|Behold these innocent balls of wool, unaware of their power to change the world, one knitting needle at at time|
This is about as practical and esthetically pleasing as tongue depressor sculpture. You always end up coiling it into a potholder, or in my case, many potholders. My grandmother - a master knitter who could watch TV, chat and knit a sweater at breakneck speed without looking down at her hands - was exasperated at the energy wasted on something that resembled knitted tapeworms. She taught me to knit properly and with purpose. I never matched her skill, but I produced a decent scarf or two. I eventually abandoned this gentle pastime in exchange for more adventurous and age appropriate pursuits like disco hopping. Knitting didn't fit my image in the 80s, but maybe it would when I got to my 80s.

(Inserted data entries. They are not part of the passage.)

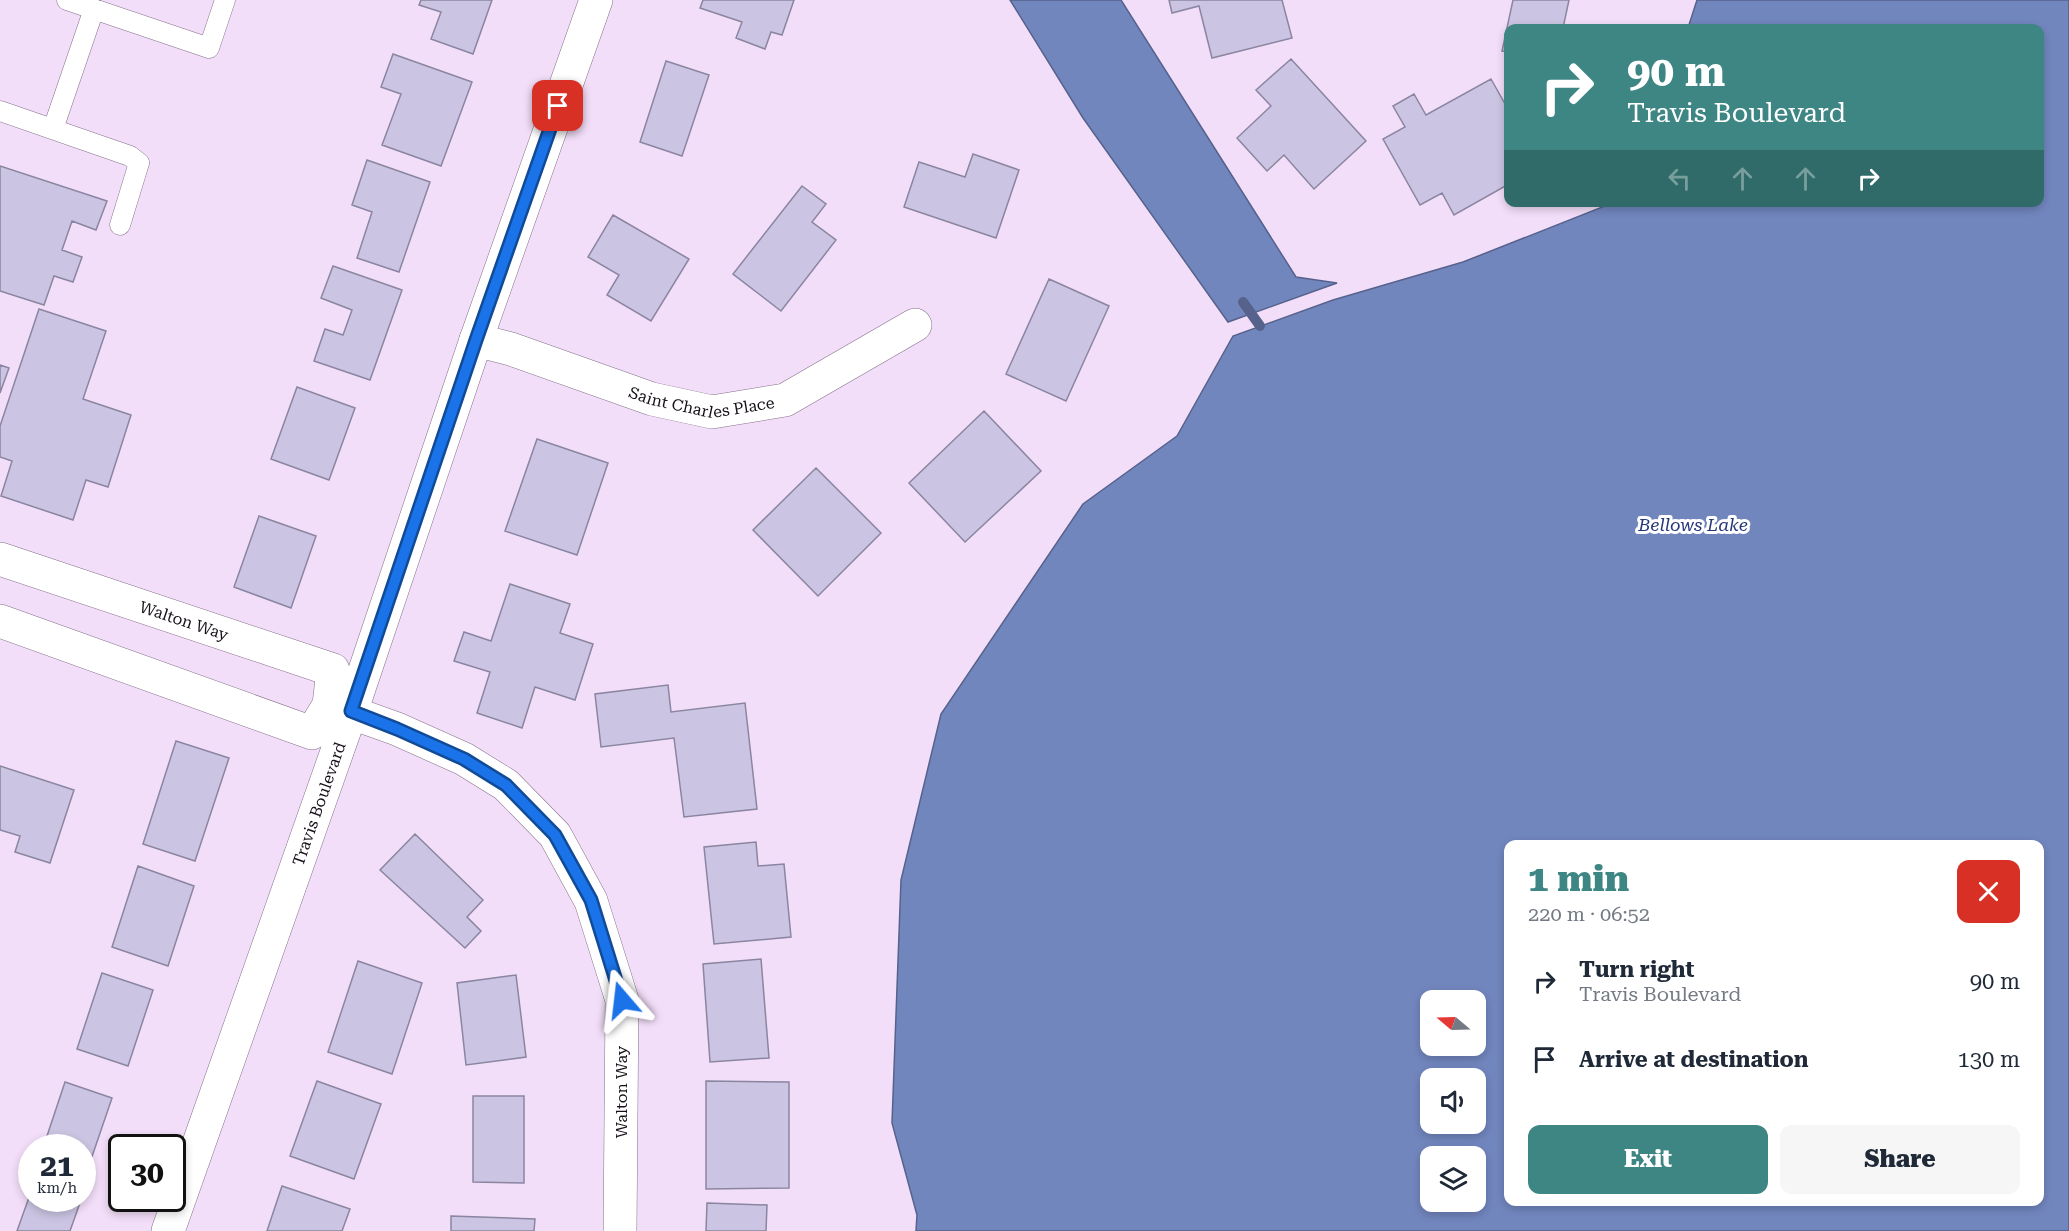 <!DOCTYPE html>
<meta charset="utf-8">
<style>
body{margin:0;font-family:"Roboto Serif",serif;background:#f6f6f7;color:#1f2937;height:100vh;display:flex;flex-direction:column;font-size:22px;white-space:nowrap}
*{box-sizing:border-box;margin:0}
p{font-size:20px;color:#747a83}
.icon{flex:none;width:33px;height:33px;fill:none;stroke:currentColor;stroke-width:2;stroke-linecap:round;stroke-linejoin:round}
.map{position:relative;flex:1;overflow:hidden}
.sheet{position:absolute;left:1504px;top:840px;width:540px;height:366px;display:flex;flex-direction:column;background:#fff;border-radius:12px;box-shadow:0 3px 9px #0003}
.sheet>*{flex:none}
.banner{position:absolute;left:1504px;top:24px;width:540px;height:183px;border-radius:12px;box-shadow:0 3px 9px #0003;background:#3e8684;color:#fff;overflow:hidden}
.needle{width:39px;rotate:289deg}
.fabs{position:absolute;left:1420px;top:990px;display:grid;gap:12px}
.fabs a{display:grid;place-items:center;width:66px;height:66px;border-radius:12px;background:#fff;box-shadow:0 3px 9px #0003;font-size:30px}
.speed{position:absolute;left:18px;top:1134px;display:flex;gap:12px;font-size:30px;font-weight:700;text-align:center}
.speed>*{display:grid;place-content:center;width:78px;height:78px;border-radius:50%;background:#fff;box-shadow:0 3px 9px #0003;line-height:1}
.speed small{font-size:15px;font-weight:400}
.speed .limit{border:3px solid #111;border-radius:9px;background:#fff;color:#111}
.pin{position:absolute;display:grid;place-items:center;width:51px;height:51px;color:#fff;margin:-26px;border-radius:12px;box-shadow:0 3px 9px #0006}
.me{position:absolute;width:66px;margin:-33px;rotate:343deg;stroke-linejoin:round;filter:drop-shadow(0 0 4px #0008)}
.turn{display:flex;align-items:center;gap:21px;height:126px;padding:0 24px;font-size:27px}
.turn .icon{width:78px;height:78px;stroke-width:2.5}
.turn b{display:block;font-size:42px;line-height:51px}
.lanes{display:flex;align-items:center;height:57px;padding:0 24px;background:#0003;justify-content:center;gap:30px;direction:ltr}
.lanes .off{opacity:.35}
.round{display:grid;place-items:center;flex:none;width:63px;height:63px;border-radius:12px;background:#f6f6f7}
.overview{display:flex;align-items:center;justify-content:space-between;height:102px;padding:0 24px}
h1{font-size:36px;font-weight:800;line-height:45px;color:#3e8684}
.cta{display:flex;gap:12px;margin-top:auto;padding:12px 24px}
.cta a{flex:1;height:69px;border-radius:12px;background:#3e8684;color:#fff;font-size:24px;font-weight:800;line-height:69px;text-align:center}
.cta a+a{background:#f6f6f7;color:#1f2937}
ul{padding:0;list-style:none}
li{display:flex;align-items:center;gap:18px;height:78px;padding:0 24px}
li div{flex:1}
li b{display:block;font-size:22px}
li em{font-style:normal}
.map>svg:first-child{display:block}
.water{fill:#7286be;stroke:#56628c;stroke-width:1.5;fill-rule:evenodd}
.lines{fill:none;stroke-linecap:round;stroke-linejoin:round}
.stream{stroke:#56628c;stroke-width:10}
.building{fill:#cbc5e3;stroke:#8a85a0;stroke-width:1.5}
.service-casing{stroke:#847289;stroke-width:21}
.minor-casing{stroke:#847289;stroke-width:34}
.service{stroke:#fff;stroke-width:20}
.minor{stroke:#fff;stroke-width:33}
.route-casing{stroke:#114b97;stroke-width:15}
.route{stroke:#1a73e8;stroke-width:10}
.labels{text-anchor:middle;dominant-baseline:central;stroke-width:6;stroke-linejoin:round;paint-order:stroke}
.street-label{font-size:16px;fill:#160f18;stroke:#fff}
.water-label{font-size:18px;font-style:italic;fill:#24377a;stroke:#fff}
</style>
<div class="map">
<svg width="2069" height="1231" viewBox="0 0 2069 1231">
<rect width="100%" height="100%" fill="#f3def9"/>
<!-- water -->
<path class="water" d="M1010,0H1121L1296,277L1337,283L1228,322L1083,118Z
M1697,0H2069V1231H916L917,1215L892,1123L901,880L941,714L1083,504L1177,436L1233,336L1333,300L1463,262L1605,206L1607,203L2040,202V28H1688ZM1509,844H2040V1202H1509ZM1431,1000H1476V1046H1431ZM1431,1078H1476V1124H1431ZM1431,1156H1476V1202H1431Z"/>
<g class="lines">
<!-- stream -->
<path class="stream" d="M1243,302L1260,326"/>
</g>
<!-- building -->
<path class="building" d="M421,0H492L473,54L431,39L441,12L419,5Z
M703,0H794L782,35L771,32L765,49L736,38L742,22L700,8Z
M1169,0H1282L1292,38L1212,58L1199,6L1172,13Z
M1513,0H1569L1563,28H1509V52L1502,51Z
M393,54L472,82L441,166L382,145L401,94L381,87Z
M1291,59L1366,141L1314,189L1284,155L1267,171L1237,138L1271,106L1256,90Z
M666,61L709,75L682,156L640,142Z
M1491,79L1509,111V155L1506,157L1509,161V184L1454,215L1442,193L1420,205L1383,139L1405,127L1393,106L1414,94L1426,115Z
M973,154L1019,170L996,238L904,207L919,162L965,177Z
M367,160L430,182L399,272L357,258L372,212L352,205Z
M0,166L107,201L96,230L72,221L62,250L82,257L73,282L54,276L44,305L0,291Z
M802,186L826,204L812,222L836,240L781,311L733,274Z
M613,215L689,259L651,321L607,295L619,275L588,257Z
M333,266L402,290L370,380L314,361L325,329L343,335L352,310L321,298Z
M1049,279L1109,306L1066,401L1006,374Z
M39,309L106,331L83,399L131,415L108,487L86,480L73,520L1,496L12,461L0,457V426Z
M0,365L9,368L0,393Z
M297,387L355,408L329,480L271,459Z
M984,411L1041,471L965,542L909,483Z
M537,439L608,463L577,555L505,531Z
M816,468L881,533L818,596L753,530Z
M259,516L316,536L291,608L234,587Z
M510,584L570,604L560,633L593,644L575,700L535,687L522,728L477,713L490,672L454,661L464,632L491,641Z
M668,685L671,712L745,703L757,809L684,817L674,738L601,747L595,694Z
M176,741L229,758L195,861L143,844Z
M0,766L74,790L50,863L15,852L20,836L0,830Z
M415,834L483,900L467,917L481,931L465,948L380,870Z
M756,842L758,866L784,864L791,937L714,944L704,847Z
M138,866L194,886L168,966L112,947Z
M761,959L769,1058L710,1062L703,964Z
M358,961L422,983L392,1074L328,1052Z
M102,973L153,990L128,1066L77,1049Z
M516,975L526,1057L466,1065L457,983Z
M317,1081L381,1104L354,1179L290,1156Z
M706,1081L789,1082V1188L706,1189Z
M65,1082L112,1098L85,1177L82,1176V1148H43Z
M473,1096H524V1183L473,1182Z
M282,1186L350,1209L342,1231H267Z
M32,1189V1198L81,1200L70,1231H17Z
M707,1203L767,1205L766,1231H706Z
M451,1216L535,1219L534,1231H451Z"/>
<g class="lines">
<defs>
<path id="service" d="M67,0L209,48L225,0
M0,111L130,156L139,163L120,225
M53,129L94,9"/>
<g id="minor">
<path id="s1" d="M476,340L511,349L652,399L712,412L785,400L915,325"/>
<path id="s2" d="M0,559L333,670L329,705L312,733L0,621"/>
<path d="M330,705L397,729L464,759L506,785L555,835L591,901L622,1000L620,1231"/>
<path id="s3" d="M168,1231L351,712L476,340L596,0"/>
</g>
</defs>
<!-- service casing -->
<use href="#service" class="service-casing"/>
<!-- minor casing -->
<use href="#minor" class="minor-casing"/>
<!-- service -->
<use href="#service" class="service"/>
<!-- minor -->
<use href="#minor" class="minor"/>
</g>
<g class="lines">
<defs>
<path id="route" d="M558,106L476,340L351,711L397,729L464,759L506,785L555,835L591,900L622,1000"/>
</defs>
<!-- route casing -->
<use href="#route" class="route-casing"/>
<!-- route -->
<use href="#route" class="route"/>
</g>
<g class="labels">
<!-- street labels -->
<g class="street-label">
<text stroke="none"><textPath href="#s1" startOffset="236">Saint Charles Place</textPath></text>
<text stroke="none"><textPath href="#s2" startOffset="194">Walton Way</textPath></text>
<text stroke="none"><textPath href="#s3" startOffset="453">Travis Boulevard</textPath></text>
<text transform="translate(621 1092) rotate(-90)">Walton Way</text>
</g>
<!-- water labels -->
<g class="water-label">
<text x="1693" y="524">Bellows Lake</text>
</g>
</g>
</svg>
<div class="fabs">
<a><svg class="needle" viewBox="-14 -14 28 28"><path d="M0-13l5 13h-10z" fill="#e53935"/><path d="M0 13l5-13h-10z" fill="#747a83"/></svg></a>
<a><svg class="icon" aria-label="sound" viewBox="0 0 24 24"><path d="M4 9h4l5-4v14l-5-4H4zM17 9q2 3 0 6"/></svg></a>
<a><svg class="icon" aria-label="layers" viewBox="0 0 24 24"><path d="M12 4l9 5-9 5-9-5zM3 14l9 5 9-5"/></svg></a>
</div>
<div class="speed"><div>21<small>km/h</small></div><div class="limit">30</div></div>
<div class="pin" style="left:558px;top:106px;background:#d93025"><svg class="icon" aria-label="arrive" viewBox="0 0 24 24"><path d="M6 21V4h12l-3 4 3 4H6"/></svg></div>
<svg class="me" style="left:622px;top:1000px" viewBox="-20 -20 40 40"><path d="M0-17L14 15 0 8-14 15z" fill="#1a73e8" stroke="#fff" stroke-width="4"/></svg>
<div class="banner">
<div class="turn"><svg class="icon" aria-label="right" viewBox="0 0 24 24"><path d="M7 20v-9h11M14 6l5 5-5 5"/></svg><div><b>90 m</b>Travis Boulevard</div></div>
<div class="lanes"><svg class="icon off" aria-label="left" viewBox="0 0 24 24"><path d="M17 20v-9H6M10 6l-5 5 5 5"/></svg><svg class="icon off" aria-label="ahead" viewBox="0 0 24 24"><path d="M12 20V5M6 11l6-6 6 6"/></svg><svg class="icon off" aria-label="ahead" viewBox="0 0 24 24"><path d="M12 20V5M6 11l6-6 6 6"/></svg><svg class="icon" aria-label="right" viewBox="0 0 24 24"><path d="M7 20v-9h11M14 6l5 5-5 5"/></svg></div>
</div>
<section class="sheet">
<div class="overview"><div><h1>1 min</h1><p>220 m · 06:52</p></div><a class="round" style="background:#d93025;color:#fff"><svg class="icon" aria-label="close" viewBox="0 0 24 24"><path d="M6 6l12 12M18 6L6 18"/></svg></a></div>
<ul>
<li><svg class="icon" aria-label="right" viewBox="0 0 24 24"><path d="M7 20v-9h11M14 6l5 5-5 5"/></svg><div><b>Turn right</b><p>Travis Boulevard</p></div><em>90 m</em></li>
<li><svg class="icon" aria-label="arrive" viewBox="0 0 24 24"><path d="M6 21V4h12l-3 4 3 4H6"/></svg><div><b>Arrive at destination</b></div><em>130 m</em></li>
</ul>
<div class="cta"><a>Exit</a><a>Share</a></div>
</section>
</div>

My 20-something artist daughter convinced me to pick up my needles again. She attends university on the east coast and she taught herself to knit. Forget grandma, Google is the new mentor. Cast on, knit, purl, "tink" (knit spelled and performed backwards in order to fix a mistake) - the basics and more are all on YouTube now. She quickly mastered the art and completed complicated hats, scarves, fingerless gloves, even socks for everyone on her Christmas list. I did not advance as quickly and made panicky Skype calls with my work-in-progress - usually a scarf (okay, always a scarf) - held up to the camera.
And if you have any remaining doubts about knitting being a gentlewoman's craft, let me introduce you to the concept of Yarn Bombing.
The Before, Pre Yarn Bombing
|Near where I live, and a place I pass by often when I walk The Budster. And just look at their innocent little statue faces, oblivious to the yarn carnage about to take place.|
It's easy. You just target a post, bike stand, bench, anything that needs yarn beautification, and covertly cover it with a hand-knit item. It can be as simple as a tiny square on a chain link fence, or a garment covering a tree, statue, or even an entire bus. Unlike graffiti, it's not permanent and it makes people smile. It might be up for only a few minutes, or it may last for years. Sometimes tags accompany the item - like the Swedish yarn bombing group called Masquerade whose motto is Nemo Attexet Sobrius! (Nobody Knits Sober!) And sometimes the pieces remain anonymous.
So bearing all this in mind, Buddy and I stumbled upon this one morning. Someone came with stealth in the night and yarn bombed the crap out of these two.
I prefer it this way, but clearly the art gallery owners did not, as the yarn was removed after only a few days. The piece is now back to its nudie-pants state. You can tell from the way Buddy is gazing longingly into the depths of their crocheted souls that he fancies the fuzzy.
The After, post Yarn Bombing
I wait patiently, and wonder where I can stake a claim as I nurture my inner yarnarchist.